Lors de l'émission Le cercle du 8 décembre 1998, Pierre Soulages est interviewé par le journaliste Philippe Lefait au sujet de l'aboutissement de son travail. Cette question peut paraître naturelle lorsque l'on s'adresse à un artiste d'alors 79 ans, seulement Pierre Soulages n'est pas homme à regarder en arrière et certainement pas en ce qui concerne sa propre production. Aux discours sur son propre travail, il préfère la façon dont les autres présentent et théorisent son Œuvre.

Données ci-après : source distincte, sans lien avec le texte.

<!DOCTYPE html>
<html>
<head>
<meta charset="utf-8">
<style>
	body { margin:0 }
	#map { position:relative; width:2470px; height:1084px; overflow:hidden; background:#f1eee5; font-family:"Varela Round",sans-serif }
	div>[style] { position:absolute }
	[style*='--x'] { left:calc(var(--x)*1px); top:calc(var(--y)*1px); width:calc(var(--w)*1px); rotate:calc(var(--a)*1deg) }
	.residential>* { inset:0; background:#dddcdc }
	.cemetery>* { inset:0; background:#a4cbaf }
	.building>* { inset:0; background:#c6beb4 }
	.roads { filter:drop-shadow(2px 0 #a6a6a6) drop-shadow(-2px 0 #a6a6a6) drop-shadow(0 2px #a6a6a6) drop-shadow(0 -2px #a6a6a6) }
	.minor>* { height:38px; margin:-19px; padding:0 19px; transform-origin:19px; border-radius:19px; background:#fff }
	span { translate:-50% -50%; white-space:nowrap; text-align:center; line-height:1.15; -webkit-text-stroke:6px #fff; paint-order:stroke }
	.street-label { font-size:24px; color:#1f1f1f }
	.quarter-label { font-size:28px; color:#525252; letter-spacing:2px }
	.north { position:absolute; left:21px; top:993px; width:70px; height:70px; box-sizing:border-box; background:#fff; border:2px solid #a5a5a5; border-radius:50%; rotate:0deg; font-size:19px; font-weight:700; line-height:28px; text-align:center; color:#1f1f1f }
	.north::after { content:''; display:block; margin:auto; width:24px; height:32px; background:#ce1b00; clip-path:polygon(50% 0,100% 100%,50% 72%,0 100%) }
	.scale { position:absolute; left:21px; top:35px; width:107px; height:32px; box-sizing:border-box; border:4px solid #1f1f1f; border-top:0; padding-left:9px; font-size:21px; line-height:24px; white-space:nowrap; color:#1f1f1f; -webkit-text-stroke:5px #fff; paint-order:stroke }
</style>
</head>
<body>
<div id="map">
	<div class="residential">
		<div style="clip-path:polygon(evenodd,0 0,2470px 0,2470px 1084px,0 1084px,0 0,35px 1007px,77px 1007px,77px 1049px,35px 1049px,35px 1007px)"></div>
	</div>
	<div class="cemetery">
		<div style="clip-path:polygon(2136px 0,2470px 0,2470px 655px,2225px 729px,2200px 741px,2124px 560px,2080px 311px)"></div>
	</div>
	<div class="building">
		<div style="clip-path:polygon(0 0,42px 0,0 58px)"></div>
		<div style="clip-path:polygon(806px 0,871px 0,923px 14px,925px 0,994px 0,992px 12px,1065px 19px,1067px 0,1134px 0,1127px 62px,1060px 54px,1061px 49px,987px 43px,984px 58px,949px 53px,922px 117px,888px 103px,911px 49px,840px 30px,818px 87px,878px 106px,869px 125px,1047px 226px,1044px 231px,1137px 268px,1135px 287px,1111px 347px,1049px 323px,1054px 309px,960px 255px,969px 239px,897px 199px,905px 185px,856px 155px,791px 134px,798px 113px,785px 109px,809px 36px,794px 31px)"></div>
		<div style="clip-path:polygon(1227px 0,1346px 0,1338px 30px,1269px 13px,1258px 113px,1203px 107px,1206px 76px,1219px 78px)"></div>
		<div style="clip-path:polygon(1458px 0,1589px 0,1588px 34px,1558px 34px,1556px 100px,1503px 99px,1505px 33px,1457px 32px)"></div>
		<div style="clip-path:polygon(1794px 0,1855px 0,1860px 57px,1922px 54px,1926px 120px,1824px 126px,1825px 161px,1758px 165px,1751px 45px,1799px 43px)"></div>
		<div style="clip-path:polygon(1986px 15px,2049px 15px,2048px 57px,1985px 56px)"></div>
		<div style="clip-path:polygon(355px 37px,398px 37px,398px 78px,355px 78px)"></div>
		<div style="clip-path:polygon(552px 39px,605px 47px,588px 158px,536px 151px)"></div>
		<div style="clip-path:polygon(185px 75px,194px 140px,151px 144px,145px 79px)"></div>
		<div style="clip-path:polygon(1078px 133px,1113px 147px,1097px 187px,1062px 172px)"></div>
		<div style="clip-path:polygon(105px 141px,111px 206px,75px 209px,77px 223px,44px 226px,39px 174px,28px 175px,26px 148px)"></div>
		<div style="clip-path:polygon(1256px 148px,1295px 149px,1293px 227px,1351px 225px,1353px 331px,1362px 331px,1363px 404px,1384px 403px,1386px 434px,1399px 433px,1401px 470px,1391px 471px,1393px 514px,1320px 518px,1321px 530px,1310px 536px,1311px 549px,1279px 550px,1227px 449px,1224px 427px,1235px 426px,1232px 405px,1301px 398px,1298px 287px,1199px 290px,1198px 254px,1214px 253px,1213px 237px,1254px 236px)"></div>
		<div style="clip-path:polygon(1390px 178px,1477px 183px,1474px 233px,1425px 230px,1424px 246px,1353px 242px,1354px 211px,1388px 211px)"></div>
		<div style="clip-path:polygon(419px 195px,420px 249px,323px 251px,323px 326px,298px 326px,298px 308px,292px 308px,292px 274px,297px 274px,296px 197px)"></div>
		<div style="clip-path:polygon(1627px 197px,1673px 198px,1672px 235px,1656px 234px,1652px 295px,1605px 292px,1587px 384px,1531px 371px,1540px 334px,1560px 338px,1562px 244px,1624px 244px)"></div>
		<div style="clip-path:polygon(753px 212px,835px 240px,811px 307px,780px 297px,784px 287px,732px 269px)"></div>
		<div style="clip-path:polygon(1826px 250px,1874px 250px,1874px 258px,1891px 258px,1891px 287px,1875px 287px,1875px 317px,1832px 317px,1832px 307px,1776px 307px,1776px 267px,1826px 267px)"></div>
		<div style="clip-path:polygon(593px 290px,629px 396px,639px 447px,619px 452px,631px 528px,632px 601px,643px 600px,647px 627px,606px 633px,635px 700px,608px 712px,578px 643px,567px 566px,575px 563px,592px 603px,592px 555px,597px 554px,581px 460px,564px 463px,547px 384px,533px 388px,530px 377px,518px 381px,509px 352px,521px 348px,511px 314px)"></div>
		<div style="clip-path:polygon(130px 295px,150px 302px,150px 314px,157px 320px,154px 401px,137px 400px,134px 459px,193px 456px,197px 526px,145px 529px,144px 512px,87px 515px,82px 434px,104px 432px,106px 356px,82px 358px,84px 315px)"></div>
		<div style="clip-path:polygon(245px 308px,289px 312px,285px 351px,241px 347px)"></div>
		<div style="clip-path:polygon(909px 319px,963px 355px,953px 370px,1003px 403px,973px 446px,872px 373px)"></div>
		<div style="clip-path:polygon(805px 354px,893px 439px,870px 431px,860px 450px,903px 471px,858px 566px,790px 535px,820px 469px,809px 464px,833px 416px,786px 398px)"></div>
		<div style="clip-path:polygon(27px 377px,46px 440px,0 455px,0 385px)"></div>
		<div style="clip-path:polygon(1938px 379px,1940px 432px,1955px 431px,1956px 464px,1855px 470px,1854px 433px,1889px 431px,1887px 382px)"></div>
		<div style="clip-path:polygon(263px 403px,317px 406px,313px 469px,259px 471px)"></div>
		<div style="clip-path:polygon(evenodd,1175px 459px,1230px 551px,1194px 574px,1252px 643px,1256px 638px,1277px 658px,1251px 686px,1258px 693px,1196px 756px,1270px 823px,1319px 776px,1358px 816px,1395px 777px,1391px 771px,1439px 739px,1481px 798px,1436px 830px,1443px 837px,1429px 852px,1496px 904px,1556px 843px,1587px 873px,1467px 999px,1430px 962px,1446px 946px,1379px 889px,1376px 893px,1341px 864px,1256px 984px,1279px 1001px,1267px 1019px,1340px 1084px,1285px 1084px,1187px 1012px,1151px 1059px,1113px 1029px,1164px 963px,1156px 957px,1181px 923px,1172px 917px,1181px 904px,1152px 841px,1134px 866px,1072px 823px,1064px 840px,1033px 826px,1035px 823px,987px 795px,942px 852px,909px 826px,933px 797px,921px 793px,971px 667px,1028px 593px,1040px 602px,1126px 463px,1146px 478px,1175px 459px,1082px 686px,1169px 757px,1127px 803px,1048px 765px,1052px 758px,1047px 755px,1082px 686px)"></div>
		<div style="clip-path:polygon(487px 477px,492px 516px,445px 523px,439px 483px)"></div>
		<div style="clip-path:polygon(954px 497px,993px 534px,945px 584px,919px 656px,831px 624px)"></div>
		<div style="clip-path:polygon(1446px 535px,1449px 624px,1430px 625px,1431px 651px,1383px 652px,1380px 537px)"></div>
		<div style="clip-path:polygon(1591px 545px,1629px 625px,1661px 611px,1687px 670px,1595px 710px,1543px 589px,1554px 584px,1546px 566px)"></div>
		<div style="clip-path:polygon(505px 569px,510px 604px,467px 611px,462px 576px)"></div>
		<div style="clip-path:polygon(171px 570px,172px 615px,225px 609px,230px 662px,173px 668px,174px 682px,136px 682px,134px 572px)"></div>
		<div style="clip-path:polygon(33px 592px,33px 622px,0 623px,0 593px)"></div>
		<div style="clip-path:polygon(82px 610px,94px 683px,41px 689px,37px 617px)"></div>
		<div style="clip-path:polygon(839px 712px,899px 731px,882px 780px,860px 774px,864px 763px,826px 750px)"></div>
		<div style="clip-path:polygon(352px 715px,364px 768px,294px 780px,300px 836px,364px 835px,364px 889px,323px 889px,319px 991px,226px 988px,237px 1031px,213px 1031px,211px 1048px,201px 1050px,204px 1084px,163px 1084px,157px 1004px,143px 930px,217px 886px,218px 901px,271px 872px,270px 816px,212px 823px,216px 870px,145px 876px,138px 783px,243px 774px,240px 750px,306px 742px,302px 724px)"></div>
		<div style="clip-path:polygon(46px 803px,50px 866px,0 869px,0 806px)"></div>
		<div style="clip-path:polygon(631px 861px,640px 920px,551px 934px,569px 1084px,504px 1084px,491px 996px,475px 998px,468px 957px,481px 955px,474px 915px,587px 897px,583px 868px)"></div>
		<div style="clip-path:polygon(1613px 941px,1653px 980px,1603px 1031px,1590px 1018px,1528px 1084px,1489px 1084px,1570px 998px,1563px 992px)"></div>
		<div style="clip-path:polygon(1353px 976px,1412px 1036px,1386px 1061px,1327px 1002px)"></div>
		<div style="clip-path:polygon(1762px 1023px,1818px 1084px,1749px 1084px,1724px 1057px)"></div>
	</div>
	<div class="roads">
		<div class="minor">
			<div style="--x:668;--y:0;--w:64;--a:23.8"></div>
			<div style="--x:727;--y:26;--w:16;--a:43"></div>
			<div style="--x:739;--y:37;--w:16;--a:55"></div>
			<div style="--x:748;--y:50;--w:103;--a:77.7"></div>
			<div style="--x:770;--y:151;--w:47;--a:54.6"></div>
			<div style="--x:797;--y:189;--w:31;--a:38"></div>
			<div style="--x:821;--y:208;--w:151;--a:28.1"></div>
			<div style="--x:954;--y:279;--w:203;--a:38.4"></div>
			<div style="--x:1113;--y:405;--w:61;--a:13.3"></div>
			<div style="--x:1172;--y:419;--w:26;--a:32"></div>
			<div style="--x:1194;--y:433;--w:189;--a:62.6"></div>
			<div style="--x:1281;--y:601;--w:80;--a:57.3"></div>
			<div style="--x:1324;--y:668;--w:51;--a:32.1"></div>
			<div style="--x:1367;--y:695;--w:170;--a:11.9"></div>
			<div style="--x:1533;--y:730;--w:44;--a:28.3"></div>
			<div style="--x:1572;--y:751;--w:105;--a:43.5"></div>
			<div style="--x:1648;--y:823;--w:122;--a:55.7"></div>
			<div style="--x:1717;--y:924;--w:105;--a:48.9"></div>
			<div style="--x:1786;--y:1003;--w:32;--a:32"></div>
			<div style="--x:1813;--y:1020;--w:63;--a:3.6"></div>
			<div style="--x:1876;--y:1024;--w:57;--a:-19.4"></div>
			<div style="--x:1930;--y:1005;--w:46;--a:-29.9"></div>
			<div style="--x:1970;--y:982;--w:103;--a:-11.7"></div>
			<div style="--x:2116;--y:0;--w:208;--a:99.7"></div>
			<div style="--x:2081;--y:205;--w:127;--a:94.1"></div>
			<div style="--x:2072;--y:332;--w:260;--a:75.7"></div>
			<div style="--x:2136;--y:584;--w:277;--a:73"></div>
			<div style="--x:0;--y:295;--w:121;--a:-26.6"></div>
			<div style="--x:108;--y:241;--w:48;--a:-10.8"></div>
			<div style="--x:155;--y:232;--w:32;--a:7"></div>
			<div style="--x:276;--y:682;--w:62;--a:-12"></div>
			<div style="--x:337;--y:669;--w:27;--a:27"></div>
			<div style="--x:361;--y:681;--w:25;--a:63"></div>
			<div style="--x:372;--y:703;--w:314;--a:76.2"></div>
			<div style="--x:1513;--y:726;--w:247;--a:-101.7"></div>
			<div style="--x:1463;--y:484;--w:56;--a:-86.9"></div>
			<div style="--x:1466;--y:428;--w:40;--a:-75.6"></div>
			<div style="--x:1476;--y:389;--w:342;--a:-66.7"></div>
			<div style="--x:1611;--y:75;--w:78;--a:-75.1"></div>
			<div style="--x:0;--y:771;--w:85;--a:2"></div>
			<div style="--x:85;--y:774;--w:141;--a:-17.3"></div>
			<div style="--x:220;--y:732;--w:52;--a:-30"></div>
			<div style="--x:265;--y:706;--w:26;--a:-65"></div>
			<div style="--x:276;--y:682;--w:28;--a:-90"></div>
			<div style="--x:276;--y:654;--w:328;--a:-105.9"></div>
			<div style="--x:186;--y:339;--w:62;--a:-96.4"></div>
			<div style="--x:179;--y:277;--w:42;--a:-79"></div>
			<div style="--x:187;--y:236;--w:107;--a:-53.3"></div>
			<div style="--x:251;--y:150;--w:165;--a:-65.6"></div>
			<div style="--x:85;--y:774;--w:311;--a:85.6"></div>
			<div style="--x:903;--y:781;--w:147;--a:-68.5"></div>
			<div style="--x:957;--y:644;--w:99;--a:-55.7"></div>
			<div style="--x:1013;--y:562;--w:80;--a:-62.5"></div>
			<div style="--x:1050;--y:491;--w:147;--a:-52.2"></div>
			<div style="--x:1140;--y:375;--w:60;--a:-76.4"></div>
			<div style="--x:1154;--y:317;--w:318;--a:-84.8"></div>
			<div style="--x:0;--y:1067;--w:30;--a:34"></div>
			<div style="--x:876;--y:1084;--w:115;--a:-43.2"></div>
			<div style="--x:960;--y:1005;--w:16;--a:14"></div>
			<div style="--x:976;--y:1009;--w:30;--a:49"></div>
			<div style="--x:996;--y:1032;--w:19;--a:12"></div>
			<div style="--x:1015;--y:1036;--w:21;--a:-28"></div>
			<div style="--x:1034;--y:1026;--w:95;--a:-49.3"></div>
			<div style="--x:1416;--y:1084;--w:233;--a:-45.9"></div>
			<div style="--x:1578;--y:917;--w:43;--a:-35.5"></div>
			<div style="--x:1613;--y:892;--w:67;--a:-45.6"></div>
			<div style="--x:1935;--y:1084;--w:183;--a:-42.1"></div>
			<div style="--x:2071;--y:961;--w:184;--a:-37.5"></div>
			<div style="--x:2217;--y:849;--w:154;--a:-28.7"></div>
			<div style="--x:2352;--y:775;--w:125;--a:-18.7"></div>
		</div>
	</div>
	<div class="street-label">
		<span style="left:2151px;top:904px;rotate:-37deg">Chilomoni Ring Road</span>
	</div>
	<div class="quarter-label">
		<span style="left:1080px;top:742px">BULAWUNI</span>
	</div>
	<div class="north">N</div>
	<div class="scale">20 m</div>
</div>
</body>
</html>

Cependant, comme le soulève Pierre Soulages, la présentation faite par autrui de son travail apporte parfois quelques surprises. En ce sens, Philippe Lefait évoque le poids du choix des commissaires dans toute exposition et cite en exemple l'exposition Rendez-vous : Masterpieces from the Centre Georges Pompidou qui se déroulait d'octobre 1998 à janvier 1999 au musée Guggenheim de New York. Cette exposition, menée par Bernard Blistène et Lisa Dennison, proposait de réexaminer les développements artistiques d'après guerre par la juxtaposition du travail d'artistes américains et français dans leurs périodes de création entre 1945 et 1970. Les œuvres de Pierre Soulages, prêtées par le Musée National d'Art Moderne, figuraient au sein de cette exposition. Malheureusement, l'artiste a vivement regretté les choix curatoriaux, soulignant sa préférence pour la présentation de pièces plus contemporaines qu'historiques.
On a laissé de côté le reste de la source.